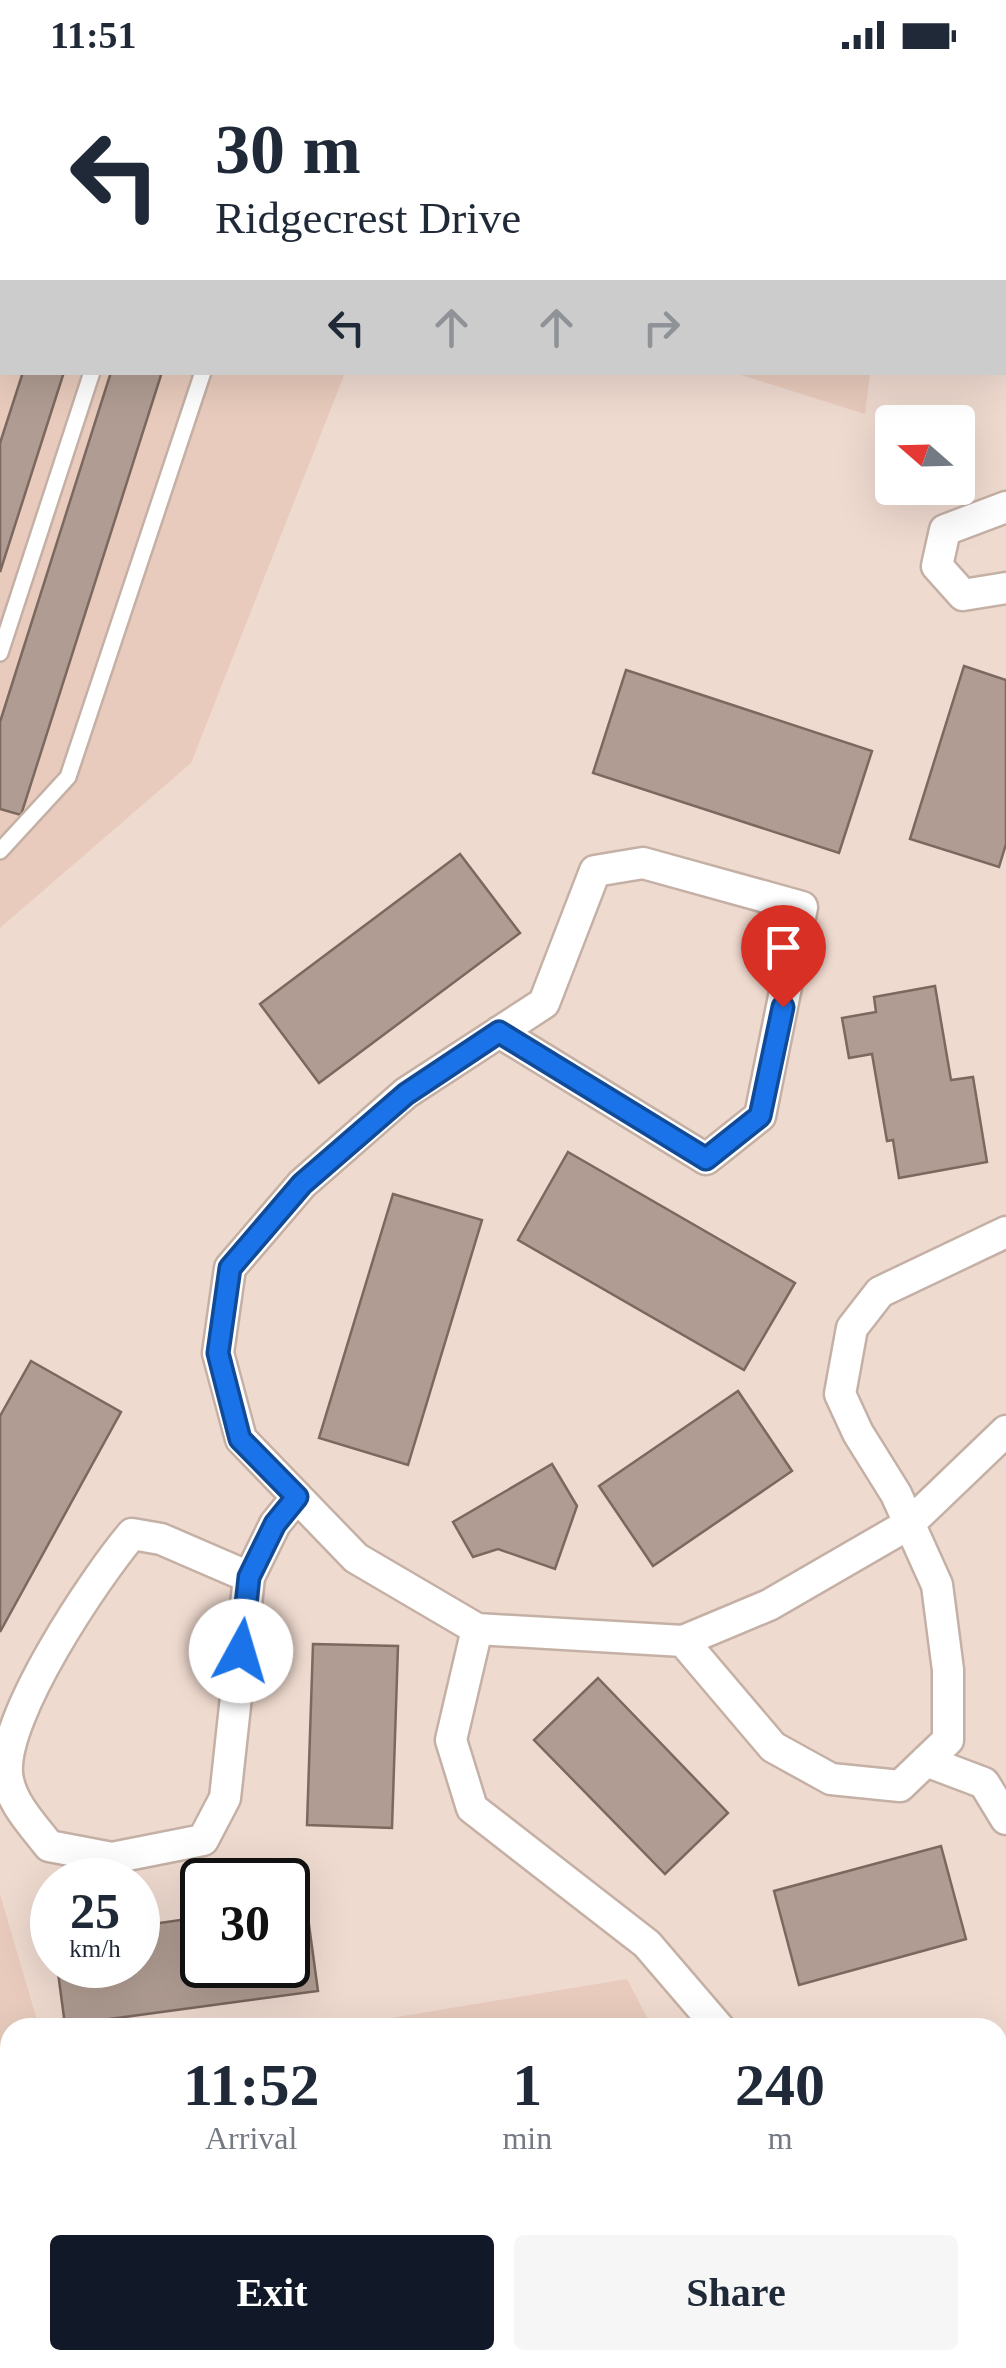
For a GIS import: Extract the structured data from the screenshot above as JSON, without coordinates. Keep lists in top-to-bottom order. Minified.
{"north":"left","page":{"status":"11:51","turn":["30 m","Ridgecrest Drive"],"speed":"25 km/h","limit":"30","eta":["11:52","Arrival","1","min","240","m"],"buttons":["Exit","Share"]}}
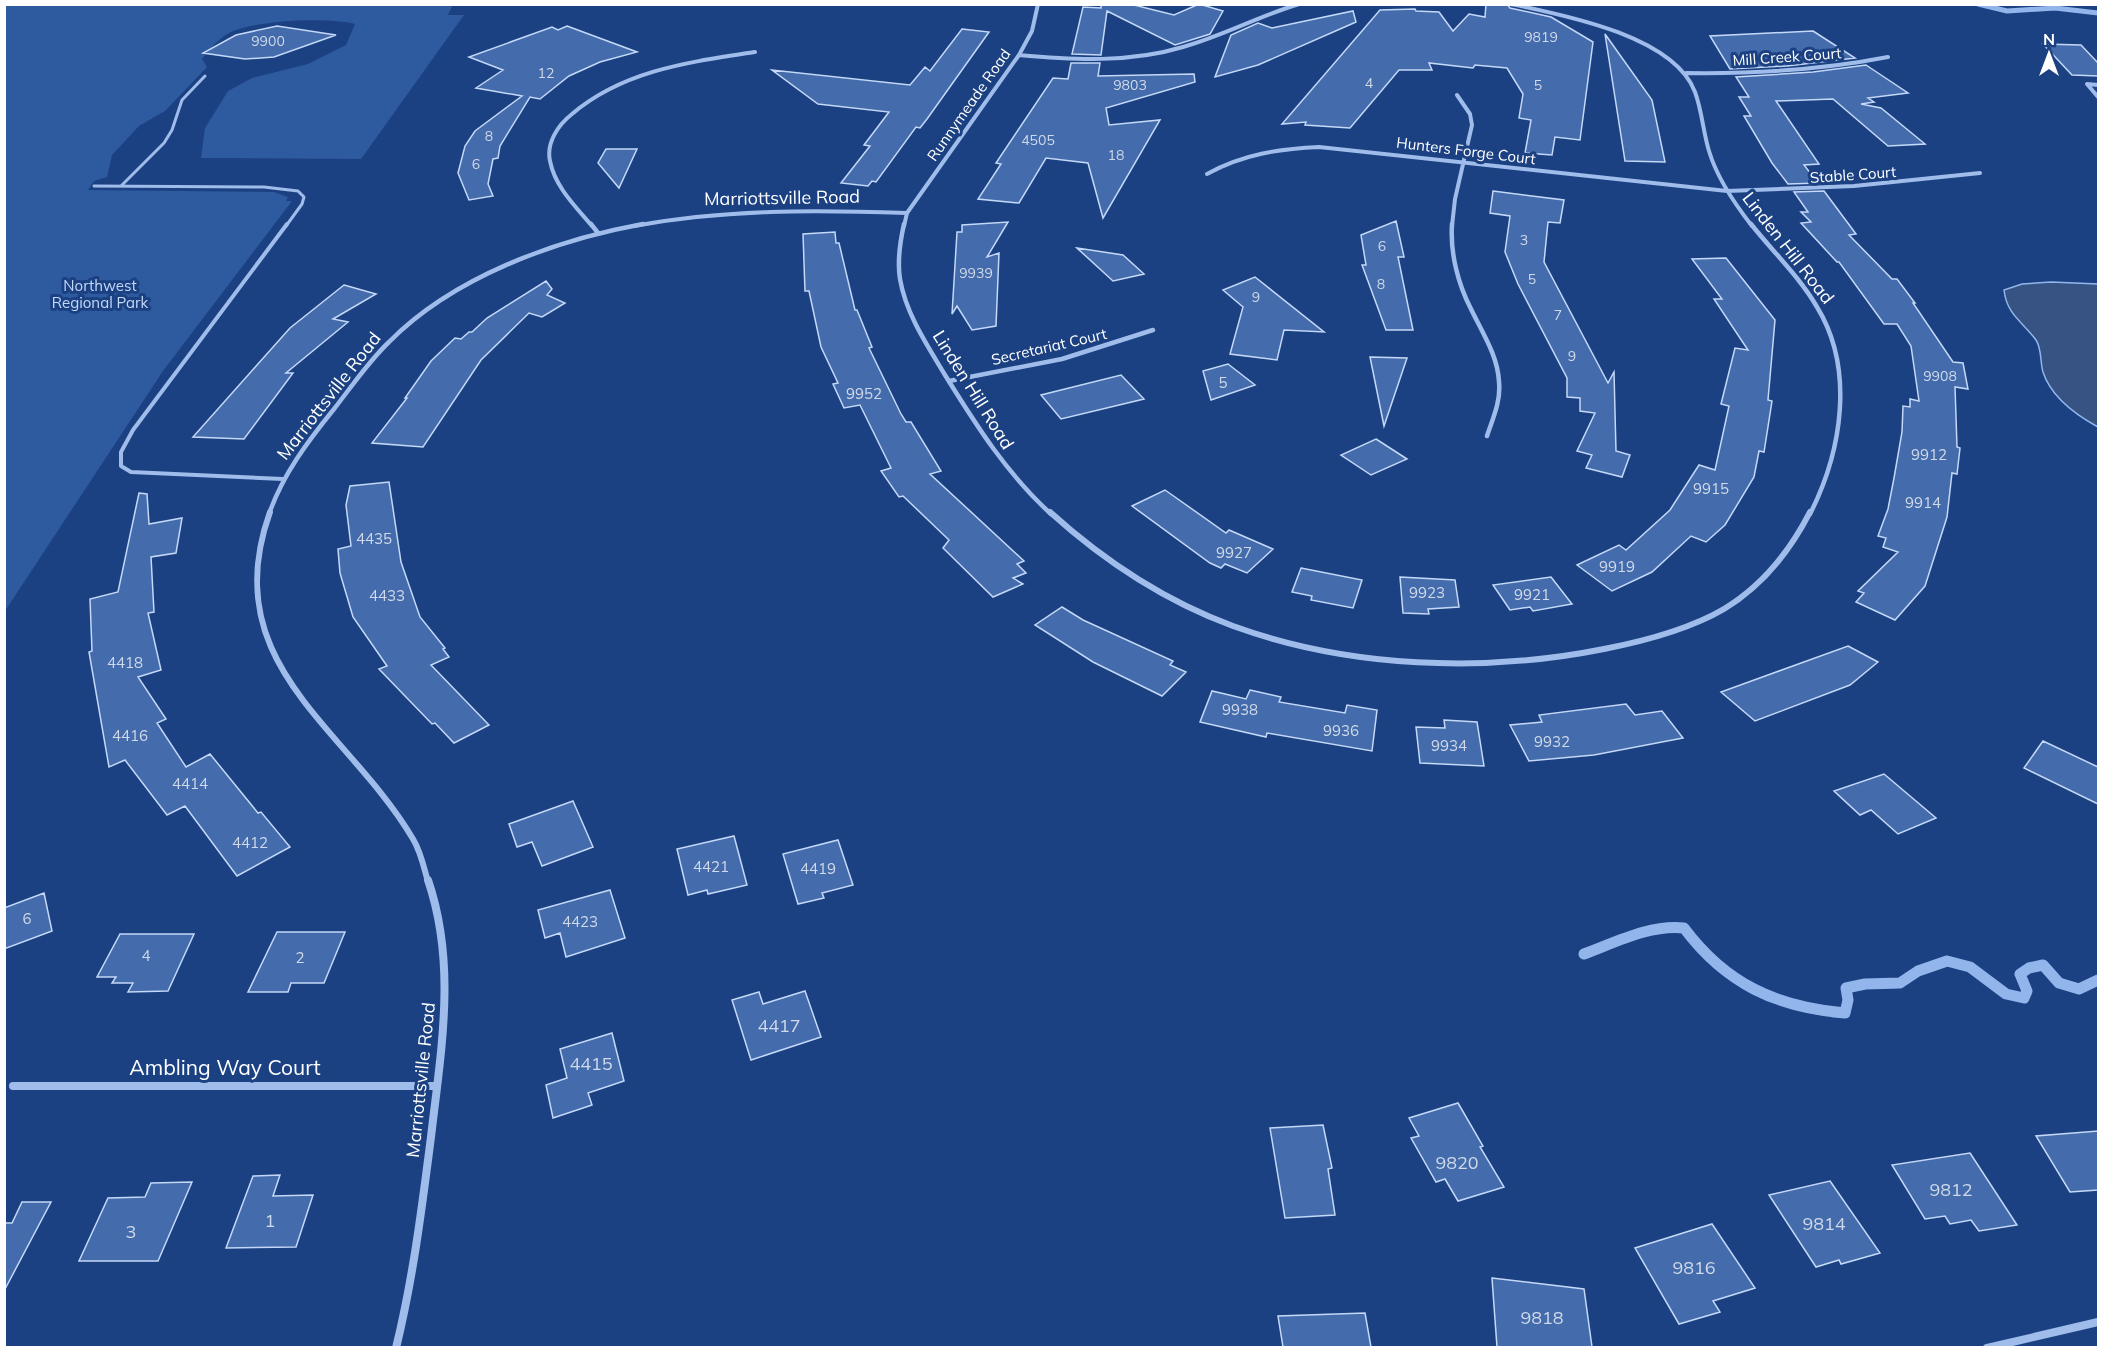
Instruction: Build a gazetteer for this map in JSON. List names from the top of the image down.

## What needs to be done:
Return the listing above word for word, with the pictures removed.

## Output:
For a GIS import: Extract the structured data from the screenshot above as JSON, without coordinates. Keep lists in top-to-bottom order. Minified.
{"north":"left","page":{"status":"11:51","turn":["30 m","Ridgecrest Drive"],"speed":"25 km/h","limit":"30","eta":["11:52","Arrival","1","min","240","m"],"buttons":["Exit","Share"]}}
Instruction: Build a gazetteer for this map in JSON. List names from the top of the image down.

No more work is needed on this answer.